Documents
Demo
Crowdsourced Multilingual Speech Intelligibility Testing
- DOI:
- 10.60864/mbd0-q066
- Citation Author(s):
- Submitted by:
- Nerio Moran
- Last updated:
- 6 June 2024 - 10:23am
- Document Type:
- Demo
- Document Year:
- 2024
- Event:
- Presenters:
- Nerio Moran, Ginette Prato, Miguel Plaza, Shirley Pestana, Daniel Arismendi, Jose Kordahi, Cyprian Wronka, Laura Lechler, Kamil Wojcicki
- Categories:
- Keywords:
- Log in to post comments
Advancements in generative algorithms promise new heights in what can be achieved, for example, in the speech enhancement domain. Beyond the ubiquitous noise reduction, destroyed speech components can now be restored—something not previously achievable. These emerging advancements create both opportunities and risks, as speech intelligibility can be impacted in a multitude of beneficial and detrimental ways.

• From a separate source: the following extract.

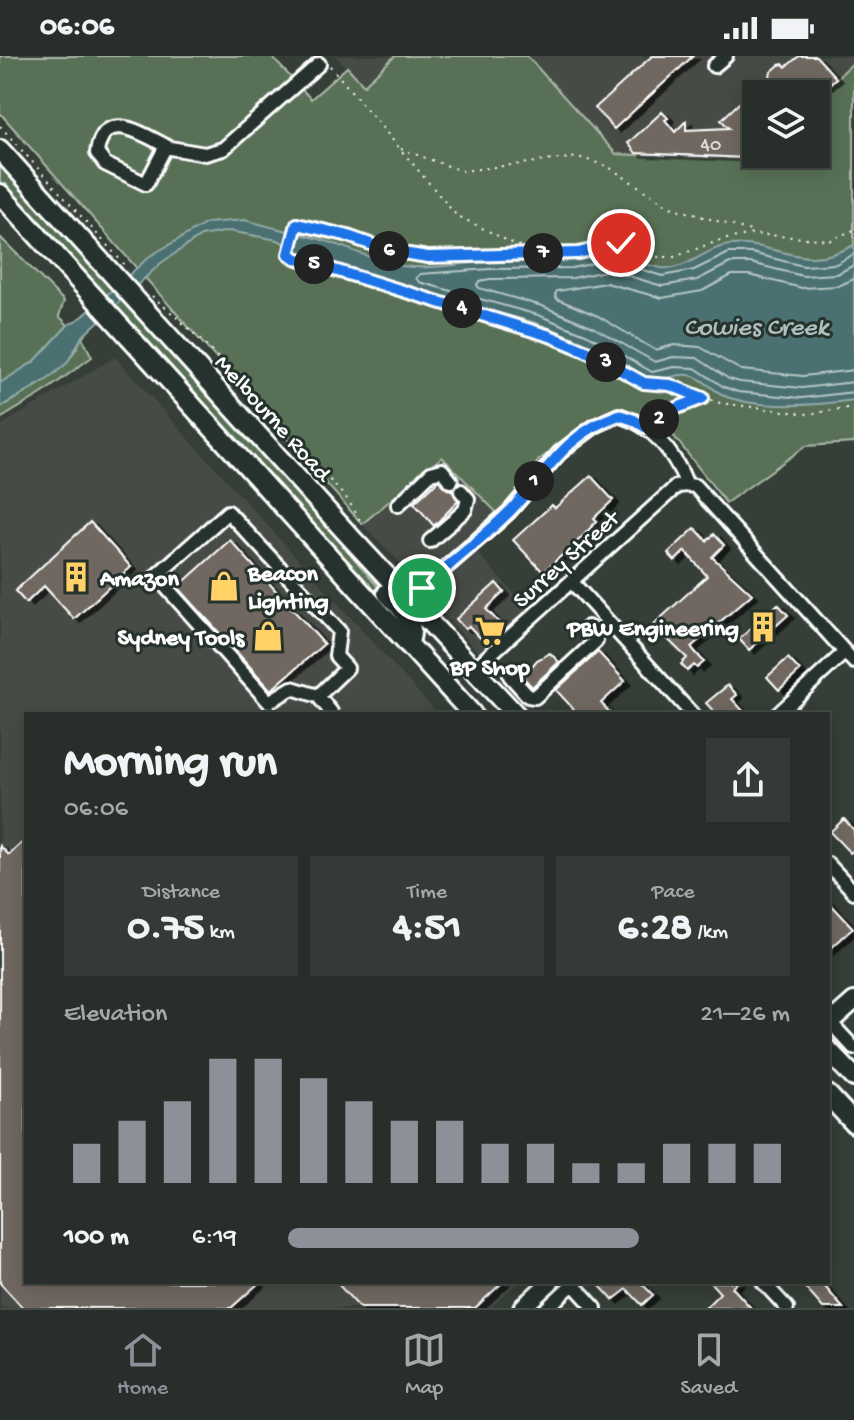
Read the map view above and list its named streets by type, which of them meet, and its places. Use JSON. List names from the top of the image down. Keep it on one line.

As such, there exists a need for methods, materials and tools for enabling rapid and effective assessment of speech intelligibility. Yet, the well established laboratory-based measures are both costly and do not scale well. Furthermore, public availability of multilingual test materials with associated software is lacking. The 2024 ICASSP paper #9588 “Crowdsourced multilingual speech intelligibility testing” aims to address some of the above challenges. This includes a public release of multilingual recordings and software for test survey creation. While the novelty of our approach rests primarily on the adaptation to crowdsourcing, this by no means limits applicability to in-laboratory environments. The proposed “Show and Tell” aims at demonstrating the above contributions to the speech research community at the 2024 ICASSP conference. It will include an overview of the test method, public test data release, open-source test software, along with a demonstration of a test setup. The audience will have the opportunity to take a short version of the test via noise cancelling headphones and hence experience the test first-hand in an interactive way. We note that the demo and associated releases will be useful for evaluation of, for example, speech enhancement and neural codec models, but also other technologies including those that produce or require their own audio recordings, such as text-to-speech, voice conversion, or accent correction systems. As such the proposed "Show and Tell" will be of broad interest to the conference audience.